Sobre los esfuerzos diplomáticos en curso, Keita señaló que, aunque estos esfuerzos se están materializando, la brecha para traducirlos en avances sobre el terreno sigue siendo “muy amplia”. Según la responsable de MONUSCO, tanto la ONU como las autoridades congoleñas y la comunidad internacional están “decididos” a lograr la paz en las provincias del este. En relación con los procesos de paz, recordó que los acuerdos de Washington, firmados el 27 de junio entre ministros de Exteriores de Congo y Ruanda, y la Declaración de Principios de Doha, firmada el 19 de julio bajo la mediación de Qatar, no implican una participación directa de MONUSCO en las conversaciones, aunque el texto de Doha prevé un papel para la Misión cuando se alcance un alto el fuego.
La MONUSCO se está preparando para observar un alto el fuego cuando se establezca y aportar su experiencia, especialmente en el contacto directo con comunidades y grupos armados para promover la desarme, la desmovilización y la reintegración. En cuanto a la participación de las mujeres en el proceso de paz, Keita indicó que la ONU trabaja a nivel comunitario, provincial, nacional y regional para capacitar a mujeres congoleñas en mediación y permitirles tener voz en las iniciativas de paz.
En cuanto a la situación operativa, la MONUSCO mantiene desplegadas sus fuerzas en Kivu del Norte, Kivu del Sur e Ituri, y señala que, en áreas bajo control del M23, la presencia de bases de la misión ofrece refugio y protección directa para quienes se encuentran en peligro.
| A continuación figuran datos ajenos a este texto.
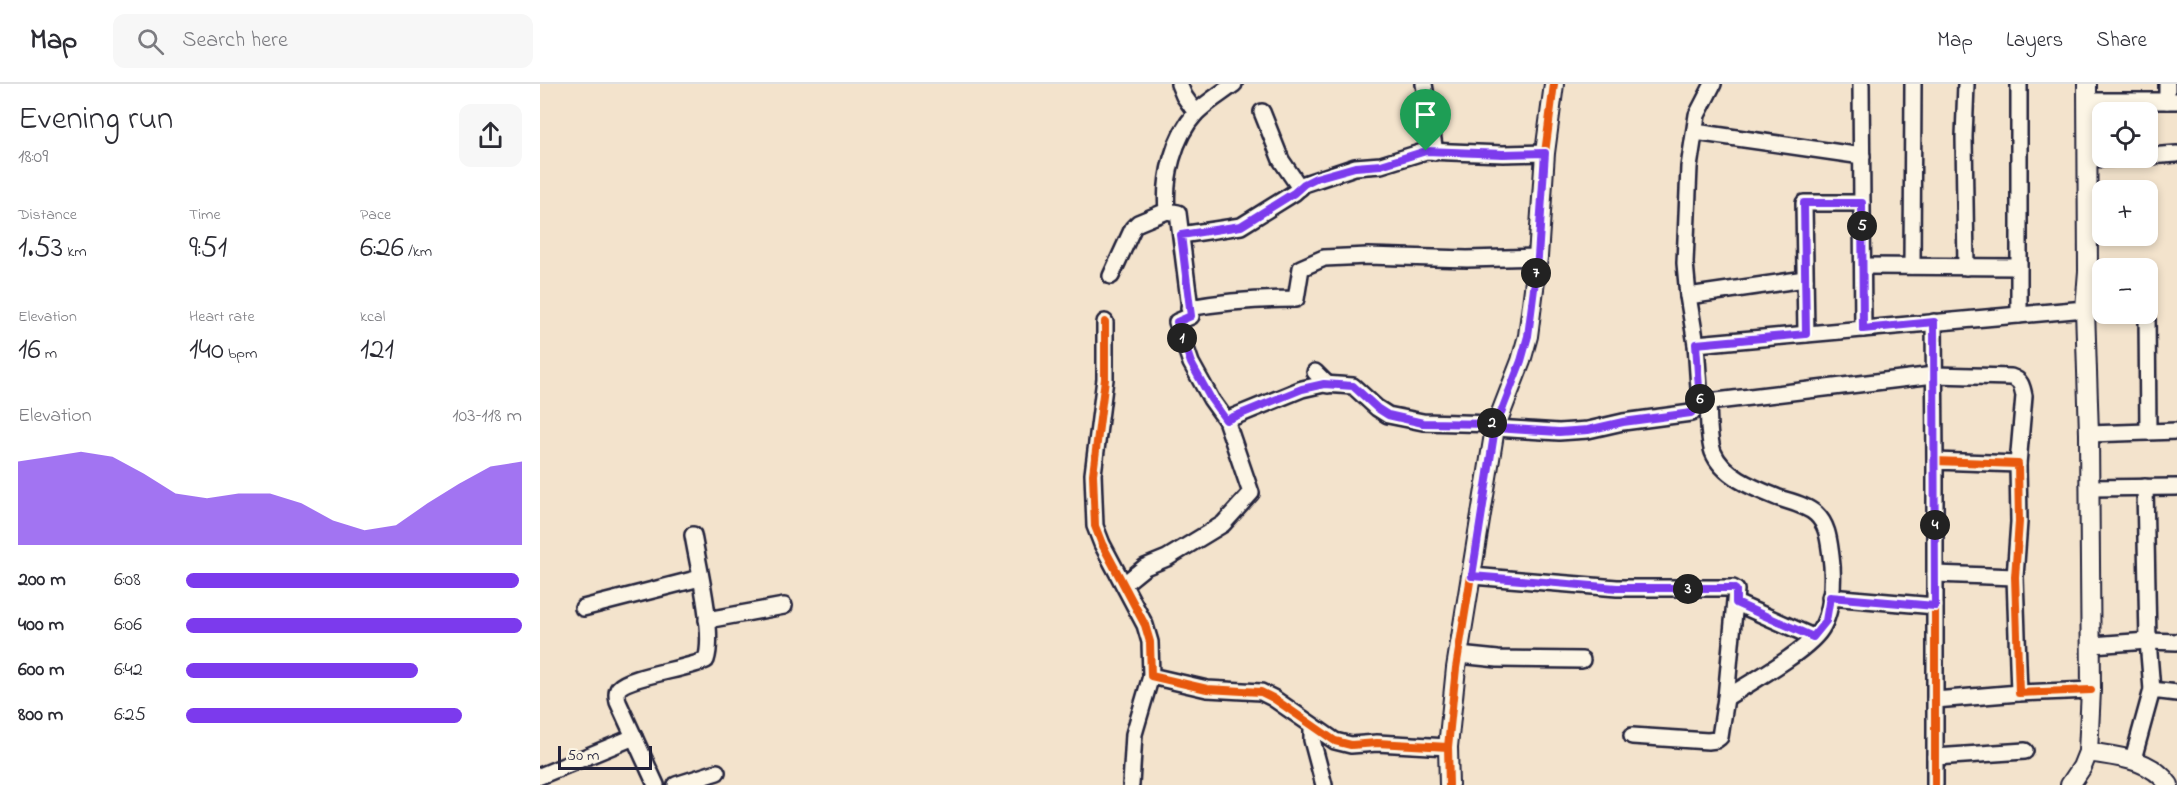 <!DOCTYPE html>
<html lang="en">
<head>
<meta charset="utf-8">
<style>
  body { margin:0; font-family:"Indie Flower",sans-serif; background:#f7f7f7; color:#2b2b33; height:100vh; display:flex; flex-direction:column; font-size:22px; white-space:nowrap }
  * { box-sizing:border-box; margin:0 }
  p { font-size:20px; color:#7c7c81 }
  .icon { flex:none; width:33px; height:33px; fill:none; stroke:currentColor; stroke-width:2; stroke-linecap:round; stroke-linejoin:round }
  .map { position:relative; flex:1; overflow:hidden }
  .sheet { display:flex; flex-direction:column; background:#fff; width:540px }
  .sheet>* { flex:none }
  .tools { position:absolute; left:1552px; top:18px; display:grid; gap:12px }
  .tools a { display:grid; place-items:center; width:66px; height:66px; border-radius:12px; background:#fff; box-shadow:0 3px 9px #0003; font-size:30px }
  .scale { position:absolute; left:18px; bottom:15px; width:94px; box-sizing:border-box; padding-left:6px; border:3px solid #22223b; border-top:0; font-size:16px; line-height:21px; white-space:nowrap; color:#22223b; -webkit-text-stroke:4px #fcf5e5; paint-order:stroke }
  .pin { position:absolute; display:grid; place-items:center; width:51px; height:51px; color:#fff; margin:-62px -26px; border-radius:50% 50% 50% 0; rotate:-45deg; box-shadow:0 0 6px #0007 }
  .pin .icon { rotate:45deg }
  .km { position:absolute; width:30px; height:30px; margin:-15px; border-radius:50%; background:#222; color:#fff; font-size:16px; line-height:30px; text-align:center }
  .round { display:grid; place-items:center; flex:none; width:63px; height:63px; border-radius:12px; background:#f7f7f7 }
  .overview { display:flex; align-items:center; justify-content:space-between; height:102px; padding:0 18px }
  h1 { font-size:33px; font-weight:600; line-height:45px }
  .stats { display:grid; grid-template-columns:repeat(3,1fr); gap:9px; height:102px; padding:6px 18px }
  .stats div { display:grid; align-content:center }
  .stats b { font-size:30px; font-weight:600 }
  .stats small { font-size:16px; font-weight:400 }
  .stats p { font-size:16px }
  .chart { height:168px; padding:12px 18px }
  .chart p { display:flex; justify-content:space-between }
  .chart svg { width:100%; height:108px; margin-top:6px; fill:#7c3aed; opacity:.7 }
  ul { padding:0 18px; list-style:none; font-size:20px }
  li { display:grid; grid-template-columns:96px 72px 1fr; align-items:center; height:45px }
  li i { height:15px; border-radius:8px; background:#7c3aed }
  header { display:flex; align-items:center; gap:36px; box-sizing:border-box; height:84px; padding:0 30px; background:#fff; border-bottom:2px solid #e1e1e2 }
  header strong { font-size:28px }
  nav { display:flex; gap:33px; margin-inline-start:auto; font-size:21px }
  .search { width:420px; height:54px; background:#f7f7f7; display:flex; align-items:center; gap:15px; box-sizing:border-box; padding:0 21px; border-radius:12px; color:#7c7c81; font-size:22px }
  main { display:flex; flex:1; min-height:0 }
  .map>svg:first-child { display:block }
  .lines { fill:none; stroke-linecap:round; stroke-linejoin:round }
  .minor-casing { stroke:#22223b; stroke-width:20 }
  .tertiary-casing { stroke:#22223b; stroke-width:22 }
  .minor { stroke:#fcf5e5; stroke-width:15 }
  .tertiary { stroke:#fcf5e5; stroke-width:18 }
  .cycleway-casing { stroke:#fcf5e5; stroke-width:11 }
  .cycleway { stroke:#e8590c; stroke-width:8 }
  .route-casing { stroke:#fff; stroke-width:12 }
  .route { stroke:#7c3aed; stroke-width:8 }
</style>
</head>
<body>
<header>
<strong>Map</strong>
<div class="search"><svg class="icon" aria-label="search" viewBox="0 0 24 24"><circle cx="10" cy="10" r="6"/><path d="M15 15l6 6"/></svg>Search here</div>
<nav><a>Map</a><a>Layers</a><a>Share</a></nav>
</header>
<main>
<section class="sheet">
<div class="overview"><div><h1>Evening run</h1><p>18:09</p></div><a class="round"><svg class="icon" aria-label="share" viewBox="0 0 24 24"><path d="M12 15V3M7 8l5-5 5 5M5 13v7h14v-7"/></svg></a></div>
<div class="stats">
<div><p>Distance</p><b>1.53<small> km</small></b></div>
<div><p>Time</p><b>9:51</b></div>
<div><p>Pace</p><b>6:26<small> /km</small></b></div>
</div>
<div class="stats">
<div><p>Elevation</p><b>16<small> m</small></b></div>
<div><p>Heart rate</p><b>140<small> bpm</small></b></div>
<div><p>kcal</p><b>121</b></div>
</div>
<div class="chart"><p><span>Elevation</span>103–118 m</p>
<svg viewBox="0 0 160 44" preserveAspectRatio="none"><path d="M0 44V10L10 8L20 6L30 8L40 15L50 23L60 25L70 23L80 23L90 27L100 34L110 38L120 36L130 27L140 19L150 12L160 10V44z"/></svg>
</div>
<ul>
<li><b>200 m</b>6:08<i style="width:99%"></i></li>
<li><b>400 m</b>6:06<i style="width:100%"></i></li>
<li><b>600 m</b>6:42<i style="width:69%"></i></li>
<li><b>800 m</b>6:25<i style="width:82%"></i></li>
</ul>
</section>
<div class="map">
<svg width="1637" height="701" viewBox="0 0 1637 701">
  <rect width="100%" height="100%" fill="#f3e3cc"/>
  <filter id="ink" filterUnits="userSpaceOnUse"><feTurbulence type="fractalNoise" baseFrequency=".0167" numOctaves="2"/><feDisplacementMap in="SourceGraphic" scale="12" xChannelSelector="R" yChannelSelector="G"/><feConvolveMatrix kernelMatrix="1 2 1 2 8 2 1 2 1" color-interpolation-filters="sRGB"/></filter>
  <g filter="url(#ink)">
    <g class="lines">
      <g class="minor-casing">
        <g id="minor">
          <polyline points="639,0 644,12 656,29"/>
          <polyline points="884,0 895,68"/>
          <polyline points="1321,0 1323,245"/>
          <polyline points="1426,0 1424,53 1426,183"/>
          <polyline points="1479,0 1479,231"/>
          <polyline points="1627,0 1627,17"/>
          <polyline points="1547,17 1637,17"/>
          <polyline points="722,28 741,76 760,104"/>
          <polyline points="1155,48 1322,72"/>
          <polyline points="1608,72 1637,70"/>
          <polyline points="1547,75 1575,74"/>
          <polyline points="641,151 701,142 754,109 764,100 815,83 841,81 886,67 963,70 1005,69"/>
          <polyline points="1323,182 1479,183"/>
          <polyline points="1372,182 1373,0"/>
          <polyline points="1548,187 1563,187"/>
          <polyline points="571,192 593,144 598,139 627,127"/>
          <polyline points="1148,212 1265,195"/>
          <path d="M649 224C686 217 719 215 756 215L761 184 784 174 828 172 927 175 998 173"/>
          <polyline points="1607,230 1608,348"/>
          <polyline points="565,238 565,295 553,390 555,442 562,460 605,541 610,558 611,592 667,605 721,608 733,614 795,657 811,661 837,659 908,663"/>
          <polyline points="1394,238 1395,377"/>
          <polyline points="1266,250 1264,119 1322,119"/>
          <polyline points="1156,260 1545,225"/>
          <polyline points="775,288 788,301"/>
          <path d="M1168 318C1169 334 1168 353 1173 368 1183 393 1216 405 1239 414 1251 418 1266 421 1276 430 1288 441 1289 458 1291 472 1294 494 1293 530 1279 548 1262 570 1211 598 1186 614"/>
          <path d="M1160 319 1394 291 1471 293C1481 296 1482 302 1484 312L1478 380"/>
          <polyline points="686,336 762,305 784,300 813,302 837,324 848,331 883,338 957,340"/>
          <polyline points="955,344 1019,348 1048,346 1083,338 1151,329 1160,319 1156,260 1148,212 1145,179 1149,83 1157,31 1173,0"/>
          <polyline points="1549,350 1637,347"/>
          <polyline points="1605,403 1608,557 1612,606"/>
          <polyline points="1549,404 1637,403"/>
          <polyline points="1395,490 1475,493"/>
          <polyline points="932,492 1077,504 1193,504 1196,506 1186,614 1180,653 1176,656 1168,657 1092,652"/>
          <path d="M584 500 605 483 627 474 683 440 711 409 686 336 671 315 651 279 637 238 651 232 638 129 627 127C624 94 633 54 656 29 667 18 682 9 694 0"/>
          <polyline points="1290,513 1395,522"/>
          <polyline points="1196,519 1273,553"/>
          <polyline points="43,524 160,494"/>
          <polyline points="167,536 244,522"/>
          <polyline points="1552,561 1608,557 1637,558"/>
          <polyline points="919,571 958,575 1042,576"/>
          <polyline points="1395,616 1479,609"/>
          <polyline points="772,643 772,656 784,701"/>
          <polyline points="1395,673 1485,667"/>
          <polyline points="1593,675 1612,606 1637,609"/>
          <polyline points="0,692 94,653"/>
          <path d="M116 701 78 618C77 613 76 608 79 604 89 592 148 585 166 576 175 549 158 481 153 451"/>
          <polyline points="136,701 177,688"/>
          <polyline points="591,701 594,650 611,592"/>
          <polyline points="1395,701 1395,377 1478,380 1479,438 1475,493 1479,609 1551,606"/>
        </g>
      </g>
      <g class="tertiary-casing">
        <g id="tertiary">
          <path d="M1548 668C1578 673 1610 674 1629 701"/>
          <polyline points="909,701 908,663 916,584 955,344 981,277 988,252 998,173 1005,69 1014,0"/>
          <polyline points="1530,701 1542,683 1548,668 1551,606 1549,350 1545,225 1548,187 1547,0"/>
        </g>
      </g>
      <use href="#minor" class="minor"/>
      <use href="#tertiary" class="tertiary"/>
      <g class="cycleway-casing">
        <g id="cycleway">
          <polyline points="565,238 565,295 553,390 555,442 562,460 605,541 610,558 611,592 667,605 721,608 733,614 795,657 811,661 837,659 908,663"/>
          <polyline points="909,701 908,663 916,584 955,344 981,277 988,252 998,173 1005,69 1014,0"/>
          <polyline points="1395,701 1395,377 1478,380 1479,438 1475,493 1479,609 1551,606"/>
        </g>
      </g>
      <use href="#cycleway" class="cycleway"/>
    </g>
  </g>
  <g class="lines" filter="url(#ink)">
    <g class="route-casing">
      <polyline id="route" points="886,67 841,81 815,83 776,94 764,100 754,109 701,142 641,151 651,232 637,238 651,279 671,315 686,336 762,305 784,300 813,302 837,324 848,331 883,339 957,340 955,344 932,492 1077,504 1193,504 1196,506 1196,519 1273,553 1286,537 1290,513 1395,522 1394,238 1323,245 1322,119 1264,119 1266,250 1156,260 1160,319 1151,329 1083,338 1048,346 1019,348 955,344 981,277 988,252 998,173 1005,69 963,70 886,67"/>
    </g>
    <use href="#route" class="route"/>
  </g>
</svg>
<div class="tools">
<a><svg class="icon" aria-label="locate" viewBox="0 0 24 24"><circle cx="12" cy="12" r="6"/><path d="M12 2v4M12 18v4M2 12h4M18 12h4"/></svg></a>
<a>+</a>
<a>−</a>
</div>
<div class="scale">50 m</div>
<div class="pin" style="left:886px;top:67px;background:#1e9e55"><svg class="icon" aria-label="arrive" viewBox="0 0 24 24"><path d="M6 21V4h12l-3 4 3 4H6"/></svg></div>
<b class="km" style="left:642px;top:254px">1</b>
<b class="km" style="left:952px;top:339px">2</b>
<b class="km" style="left:1148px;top:505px">3</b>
<b class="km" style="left:1395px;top:441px">4</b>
<b class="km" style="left:1322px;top:142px">5</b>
<b class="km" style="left:1160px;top:315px">6</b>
<b class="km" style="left:996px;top:189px">7</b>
</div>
</main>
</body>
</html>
Keita añadió que existen también mecanismos de protección no basados en presencia física, como redes de telecomunicaciones para coordinar respuestas y garantizar el acceso a ayudas. Además, la MONUSCO continúa documentando violaciones de derechos humanos en zonas controladas por el M23 y mantiene una cooperación “excelente” con las Fuerzas Armadas Congoleñas (FARDC) en Ituri, con mayor movilización de patrullas ante la movilidad de grupos armados. La misión, afirmó, coordina con las Fuerzas de Defensa de Uganda (FDPU) para reforzar la seguridad en la región.